::: Task data :::

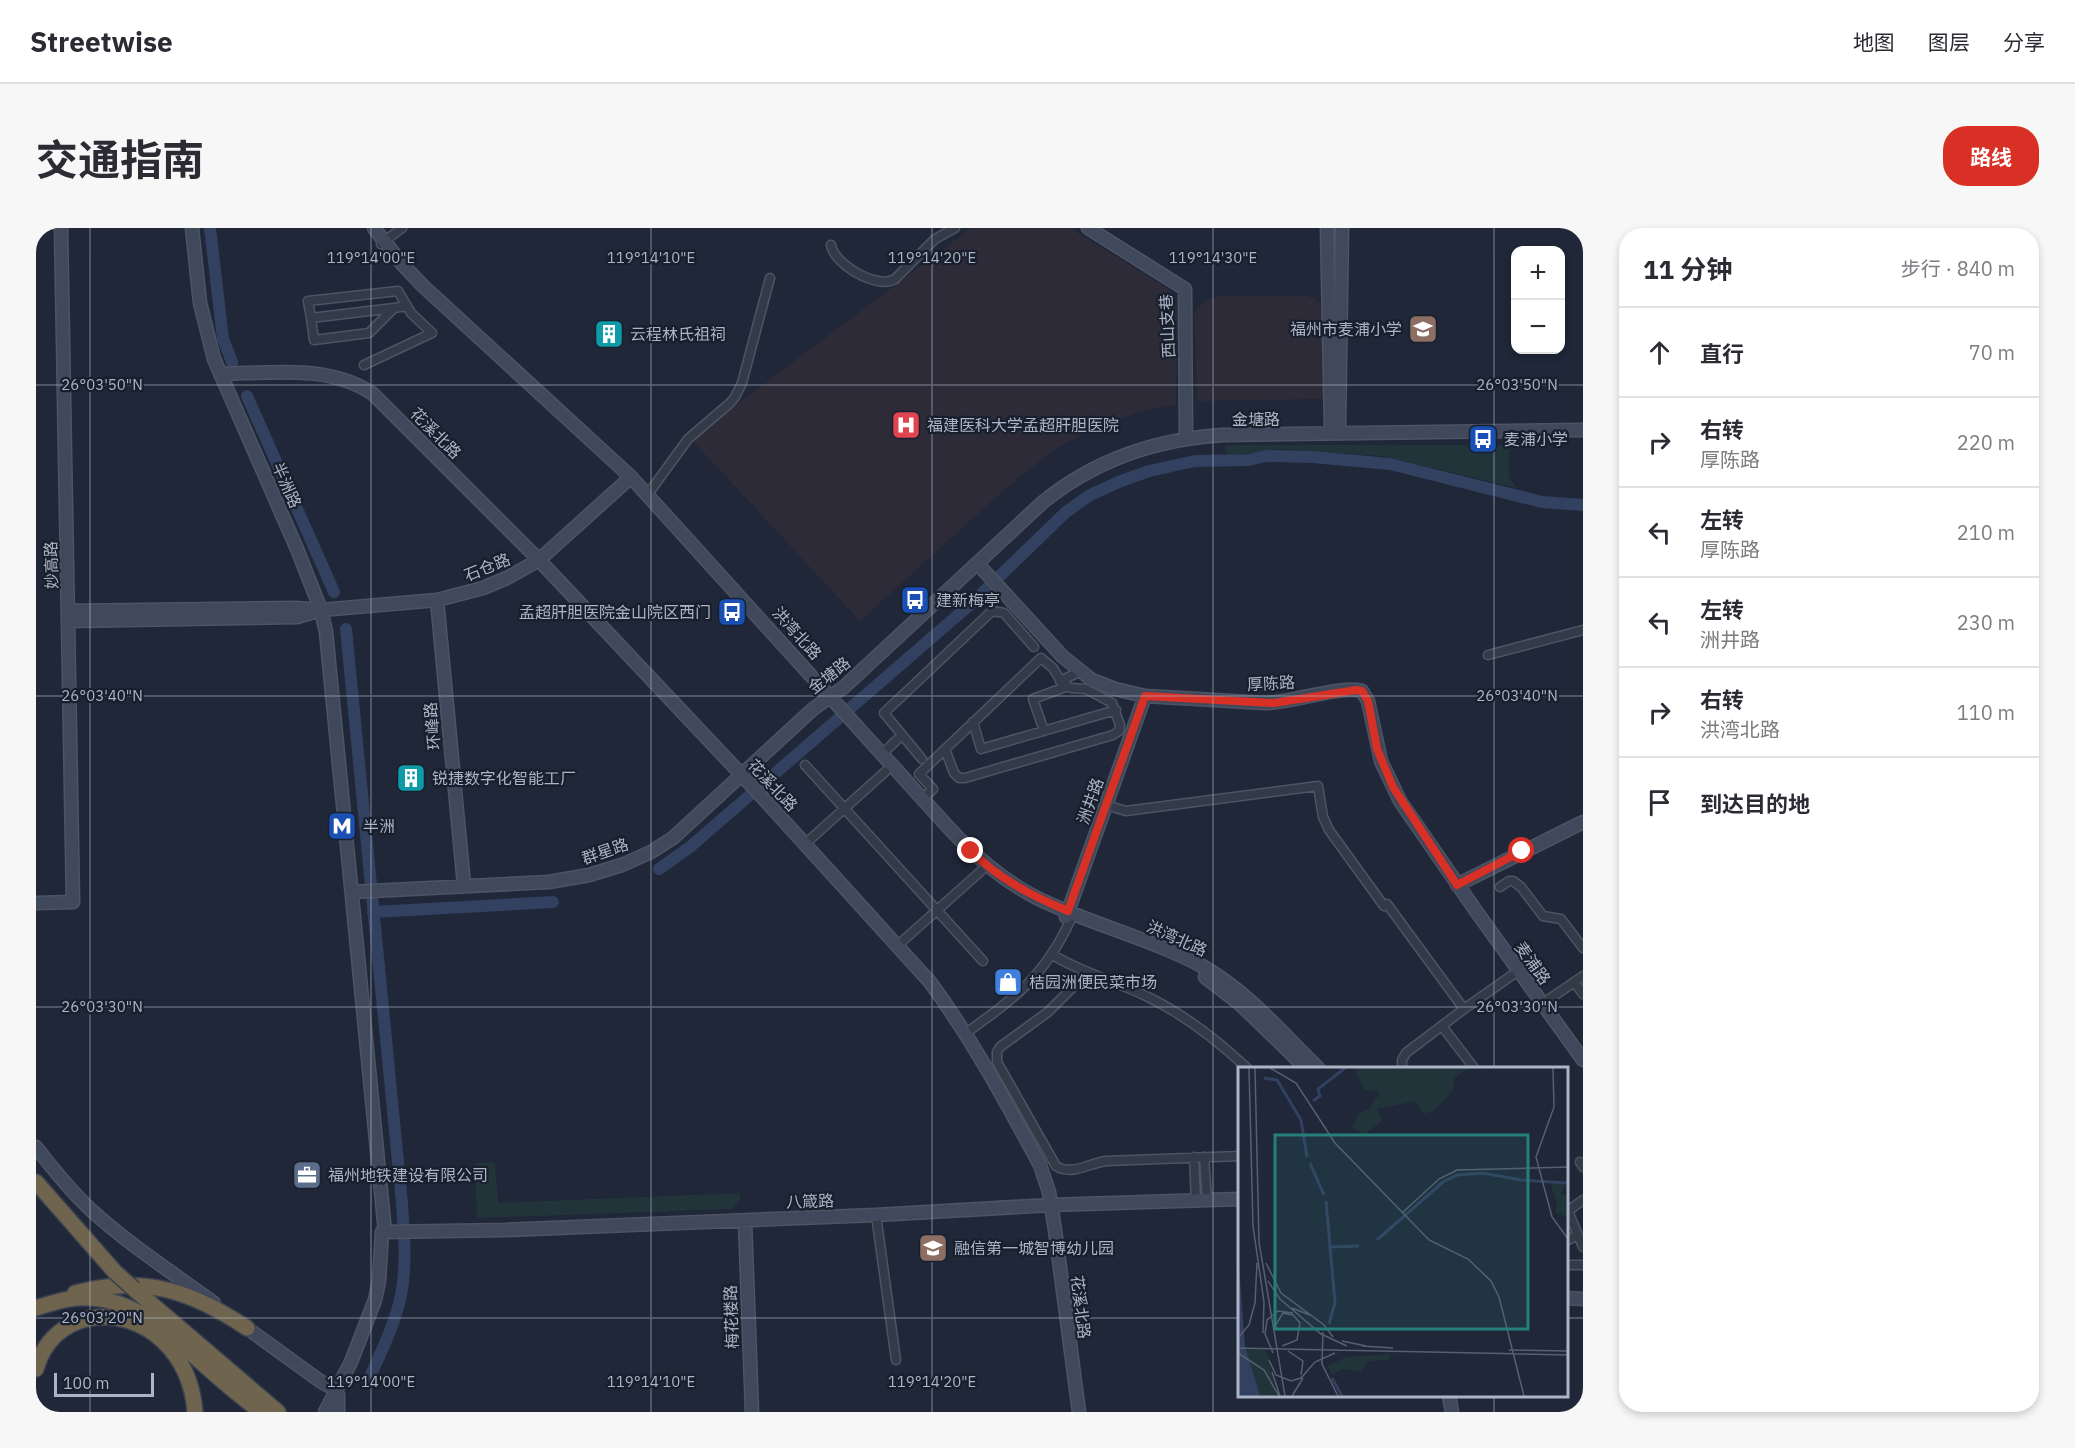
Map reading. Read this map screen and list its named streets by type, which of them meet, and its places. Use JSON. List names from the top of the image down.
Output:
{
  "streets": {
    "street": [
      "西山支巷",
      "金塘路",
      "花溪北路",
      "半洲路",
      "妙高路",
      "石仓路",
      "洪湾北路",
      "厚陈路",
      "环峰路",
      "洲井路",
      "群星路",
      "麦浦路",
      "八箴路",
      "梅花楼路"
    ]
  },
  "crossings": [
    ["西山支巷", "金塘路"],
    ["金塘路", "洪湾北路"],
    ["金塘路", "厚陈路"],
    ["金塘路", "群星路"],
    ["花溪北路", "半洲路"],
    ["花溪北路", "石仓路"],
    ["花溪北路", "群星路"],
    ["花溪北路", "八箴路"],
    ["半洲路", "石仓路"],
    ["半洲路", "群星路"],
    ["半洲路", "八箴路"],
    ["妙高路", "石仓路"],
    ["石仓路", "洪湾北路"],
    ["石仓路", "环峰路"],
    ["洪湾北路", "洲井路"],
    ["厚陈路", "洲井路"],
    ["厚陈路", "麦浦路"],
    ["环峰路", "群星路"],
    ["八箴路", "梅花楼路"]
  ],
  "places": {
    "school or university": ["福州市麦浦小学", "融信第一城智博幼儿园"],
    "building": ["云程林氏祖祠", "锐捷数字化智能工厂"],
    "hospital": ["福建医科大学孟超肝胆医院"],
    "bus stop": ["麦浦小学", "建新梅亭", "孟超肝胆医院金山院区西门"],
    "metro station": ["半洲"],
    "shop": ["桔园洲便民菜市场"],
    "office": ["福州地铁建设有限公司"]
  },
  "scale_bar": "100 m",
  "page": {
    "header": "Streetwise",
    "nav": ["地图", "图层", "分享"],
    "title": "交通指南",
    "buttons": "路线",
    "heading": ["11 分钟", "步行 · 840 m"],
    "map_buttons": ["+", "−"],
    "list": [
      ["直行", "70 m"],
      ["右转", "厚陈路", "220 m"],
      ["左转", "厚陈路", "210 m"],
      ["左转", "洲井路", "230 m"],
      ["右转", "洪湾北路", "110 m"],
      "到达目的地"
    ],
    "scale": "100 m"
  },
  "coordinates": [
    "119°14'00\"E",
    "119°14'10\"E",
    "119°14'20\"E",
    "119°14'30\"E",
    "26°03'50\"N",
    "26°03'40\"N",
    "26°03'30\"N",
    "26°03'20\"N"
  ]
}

:::
::: Task data :::

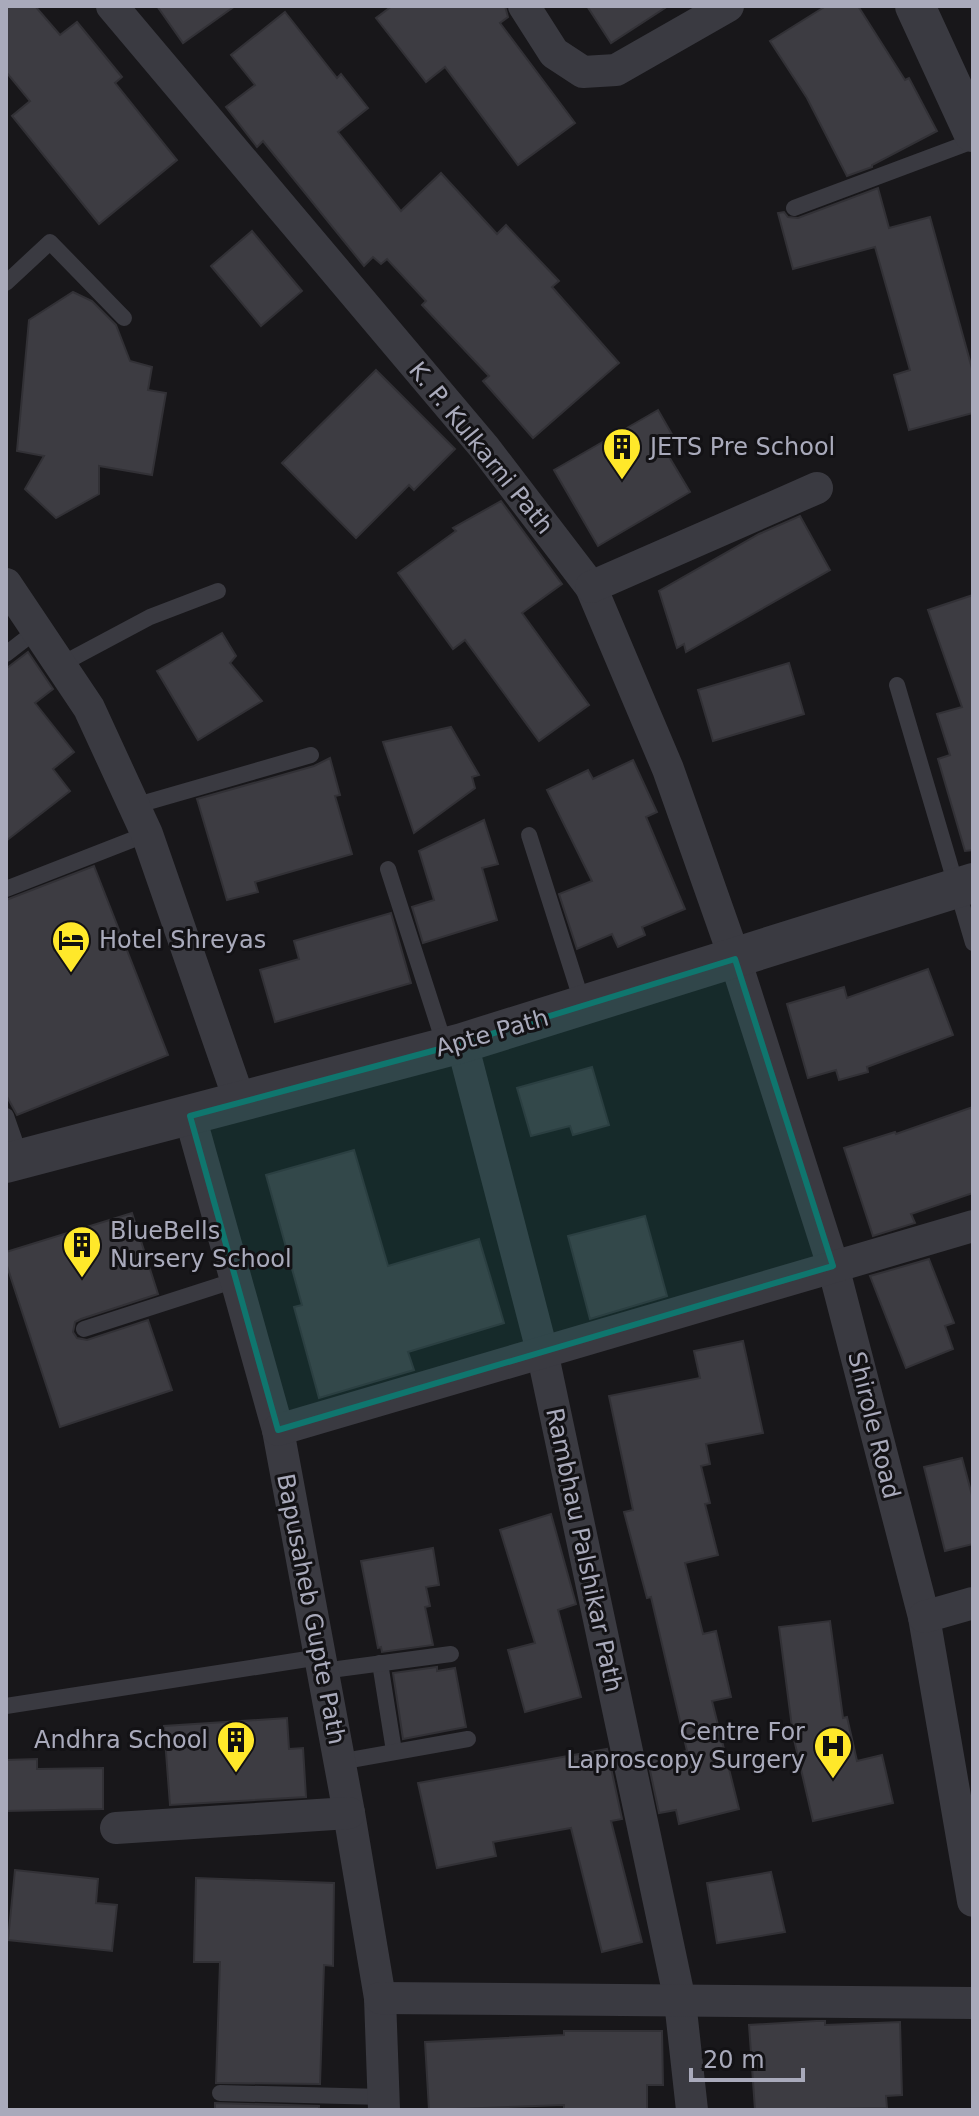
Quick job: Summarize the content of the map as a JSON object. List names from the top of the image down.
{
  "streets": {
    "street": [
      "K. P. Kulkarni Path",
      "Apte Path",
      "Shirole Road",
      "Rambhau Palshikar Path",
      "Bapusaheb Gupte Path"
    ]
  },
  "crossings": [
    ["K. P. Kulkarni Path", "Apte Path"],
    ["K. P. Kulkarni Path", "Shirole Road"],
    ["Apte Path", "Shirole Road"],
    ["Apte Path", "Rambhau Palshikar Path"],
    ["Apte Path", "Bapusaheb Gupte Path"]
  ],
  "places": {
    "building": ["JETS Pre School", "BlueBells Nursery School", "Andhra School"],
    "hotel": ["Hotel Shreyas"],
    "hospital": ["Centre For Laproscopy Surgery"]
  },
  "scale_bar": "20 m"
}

:::

Exercise:
Among the lines above, which hold the word "hospital"? Report each one.

Answer space:
    "hospital": ["福建医科大学孟超肝胆医院"],
    "hospital": ["Centre For Laproscopy Surgery"]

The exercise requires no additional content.